This column is second in a three-part series on the White Pass and Yukon Route company’s impact on the Yukon’s transportation history.

This column is second in a three-part series on the White Pass and Yukon Route company’s impact on the Yukon’s transportation history.

At first glance it doesn’t look like anything special — just a rusted green box sitting in the corner of the Museum’s courtyard.

In fact one visitor to the museum thought it looked more like a giant garbage bin than an important piece of Yukon’s history.

But in the 1950s this container was part of a revolution. It was a key piece of an integrated transportation system that started a new wave in transportation begun by the White Pass and Yukon Route Company.

The new system was cheaper, easier and delivered the goods in perfect condition.

A container could be loaded in the Yukon and transported all over the world without the need of being opened and reloaded.

“’Containerization’ is the big word in transportation these days,” read the White Pass Container System News in March 1969. “It’s bandied around in articles, TV commercials and transportation circles across Canada and the United States.”

Early containers measured 1.8 metres by 2.4 metres by 2.1 metres and held five tonnes of freight.

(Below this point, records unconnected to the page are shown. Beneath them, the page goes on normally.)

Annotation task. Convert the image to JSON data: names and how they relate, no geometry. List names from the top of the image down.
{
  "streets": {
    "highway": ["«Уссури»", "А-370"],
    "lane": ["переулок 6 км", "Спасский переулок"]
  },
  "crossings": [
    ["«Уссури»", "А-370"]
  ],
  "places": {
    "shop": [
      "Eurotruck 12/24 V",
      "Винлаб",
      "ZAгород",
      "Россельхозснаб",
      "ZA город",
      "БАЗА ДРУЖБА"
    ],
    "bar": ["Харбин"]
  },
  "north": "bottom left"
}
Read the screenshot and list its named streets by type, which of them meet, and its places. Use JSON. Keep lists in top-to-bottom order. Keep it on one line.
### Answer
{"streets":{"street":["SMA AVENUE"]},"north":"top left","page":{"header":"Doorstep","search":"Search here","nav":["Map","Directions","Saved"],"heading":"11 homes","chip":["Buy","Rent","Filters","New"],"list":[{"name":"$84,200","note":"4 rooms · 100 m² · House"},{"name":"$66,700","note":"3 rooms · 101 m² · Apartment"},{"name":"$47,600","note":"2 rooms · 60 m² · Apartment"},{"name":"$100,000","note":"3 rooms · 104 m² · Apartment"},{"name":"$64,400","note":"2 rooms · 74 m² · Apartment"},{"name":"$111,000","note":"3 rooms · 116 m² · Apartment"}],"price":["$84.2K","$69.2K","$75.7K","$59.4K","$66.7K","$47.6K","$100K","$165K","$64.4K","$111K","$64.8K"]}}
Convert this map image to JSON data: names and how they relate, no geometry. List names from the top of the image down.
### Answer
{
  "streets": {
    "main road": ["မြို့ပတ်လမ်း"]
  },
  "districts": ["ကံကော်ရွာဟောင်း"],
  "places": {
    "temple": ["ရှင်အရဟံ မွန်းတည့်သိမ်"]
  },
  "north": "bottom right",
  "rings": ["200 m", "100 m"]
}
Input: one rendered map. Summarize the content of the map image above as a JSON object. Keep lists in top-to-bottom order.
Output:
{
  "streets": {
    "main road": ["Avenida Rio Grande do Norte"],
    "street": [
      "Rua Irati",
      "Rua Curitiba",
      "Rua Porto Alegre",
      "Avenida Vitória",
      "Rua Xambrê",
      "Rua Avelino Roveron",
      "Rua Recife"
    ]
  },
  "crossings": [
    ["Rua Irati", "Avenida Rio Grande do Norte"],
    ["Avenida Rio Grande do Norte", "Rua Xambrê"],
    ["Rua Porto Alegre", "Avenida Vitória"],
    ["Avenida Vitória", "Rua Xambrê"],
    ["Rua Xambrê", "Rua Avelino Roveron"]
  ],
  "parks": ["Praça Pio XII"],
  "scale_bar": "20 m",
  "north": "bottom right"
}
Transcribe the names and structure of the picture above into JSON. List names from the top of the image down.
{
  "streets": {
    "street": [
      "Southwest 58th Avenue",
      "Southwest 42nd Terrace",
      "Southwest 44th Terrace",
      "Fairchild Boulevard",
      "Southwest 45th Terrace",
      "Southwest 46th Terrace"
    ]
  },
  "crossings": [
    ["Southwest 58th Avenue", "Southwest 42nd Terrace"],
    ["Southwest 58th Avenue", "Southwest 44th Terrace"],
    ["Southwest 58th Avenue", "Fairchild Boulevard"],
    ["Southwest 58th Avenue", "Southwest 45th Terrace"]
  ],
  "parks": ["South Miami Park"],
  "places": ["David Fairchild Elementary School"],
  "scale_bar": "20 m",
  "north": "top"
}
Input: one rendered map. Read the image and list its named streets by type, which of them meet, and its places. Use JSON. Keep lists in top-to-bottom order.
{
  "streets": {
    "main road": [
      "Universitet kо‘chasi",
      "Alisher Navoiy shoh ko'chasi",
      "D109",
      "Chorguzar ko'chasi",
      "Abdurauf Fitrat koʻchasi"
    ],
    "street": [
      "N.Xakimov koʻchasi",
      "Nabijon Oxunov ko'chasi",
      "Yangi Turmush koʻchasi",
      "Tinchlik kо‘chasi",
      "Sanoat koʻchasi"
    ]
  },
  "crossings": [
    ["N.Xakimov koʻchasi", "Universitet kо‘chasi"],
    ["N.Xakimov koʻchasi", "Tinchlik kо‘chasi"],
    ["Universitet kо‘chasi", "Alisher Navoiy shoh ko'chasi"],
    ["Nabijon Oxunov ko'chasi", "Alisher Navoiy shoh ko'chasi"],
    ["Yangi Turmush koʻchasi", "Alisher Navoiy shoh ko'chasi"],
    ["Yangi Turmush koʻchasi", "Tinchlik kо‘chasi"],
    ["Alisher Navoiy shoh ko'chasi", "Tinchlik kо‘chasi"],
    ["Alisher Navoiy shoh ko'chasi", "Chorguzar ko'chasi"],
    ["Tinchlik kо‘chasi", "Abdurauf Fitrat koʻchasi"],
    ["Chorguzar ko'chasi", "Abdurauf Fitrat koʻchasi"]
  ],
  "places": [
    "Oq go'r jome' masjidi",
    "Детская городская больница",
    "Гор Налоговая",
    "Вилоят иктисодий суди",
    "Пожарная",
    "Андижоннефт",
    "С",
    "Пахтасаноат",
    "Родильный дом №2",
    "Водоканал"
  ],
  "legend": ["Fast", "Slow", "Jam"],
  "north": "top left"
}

The temperature could be controlled from 50 degrees Celsius to -20 degrees and the container could be locked and sealed for the entire journey.

The first containers used for transportation wouldn’t meet today’s standards.

“In fact the White Pass test container — the first one built — had ‘bugs,’” according to the White Pass Container System News.

Though it delivered its first shipment of building paper rolls to the Yukon in perfect condition the doors on the container had jammed shut and would not open.

They finally had to be opened with a cutting torch in front of a group of White Pass officials and curious onlookers.

The company acquired the first container ship — the Clifford J. Rogers — in 1955.

It was the first containerized freighter, designed to carry 200 containers in its hold and connected to the ship’s electrical system to maintain the required temperatures.

The containers were loaded at the shipper’s warehouse, locked, sealed and arrived at their respective destinations in the Yukon via integrated ship, train and truck, the contents intact.

The ship’s first trip carried containers between Vancouver, British Columbia, and Skagway, Alaska, on November 26, 1955.

In Skagway the containers were loaded onto railroad cars and transported into the Yukon.

“The new ship and containers, coupled with the upgraded and dieselized railroad and truck fleet made the Yukon the home of the first integrated container system in the world,” according to the White Pass Container System News.

Over the years the system and the containers grew and improved.

In 1965, the Clifford J. Rogers was replaced with the MV Frank H. Brown, one of the world’s most modern freighters.

By 1969, the modern White Pass 1,200-cubic foot sealed containers came in four types — heater, freezer, vented and dry.

“Containers and heavy deck loads of northbound freight were easily exchanged at Skagway for a southbound containerized cargo of copper, asbestos and silver-lead-zinc concentrate, when mining in the Yukon was at its peak of production,” according to a CKRW Yukon Nugget by Les McLaughlin.

By 1982, with mining activity in the territory at an all-time low, the White Pass shut down its railway.

Container shipping by rail stopped completely but the impact of the White Pass Company’s innovation is still felt around the world.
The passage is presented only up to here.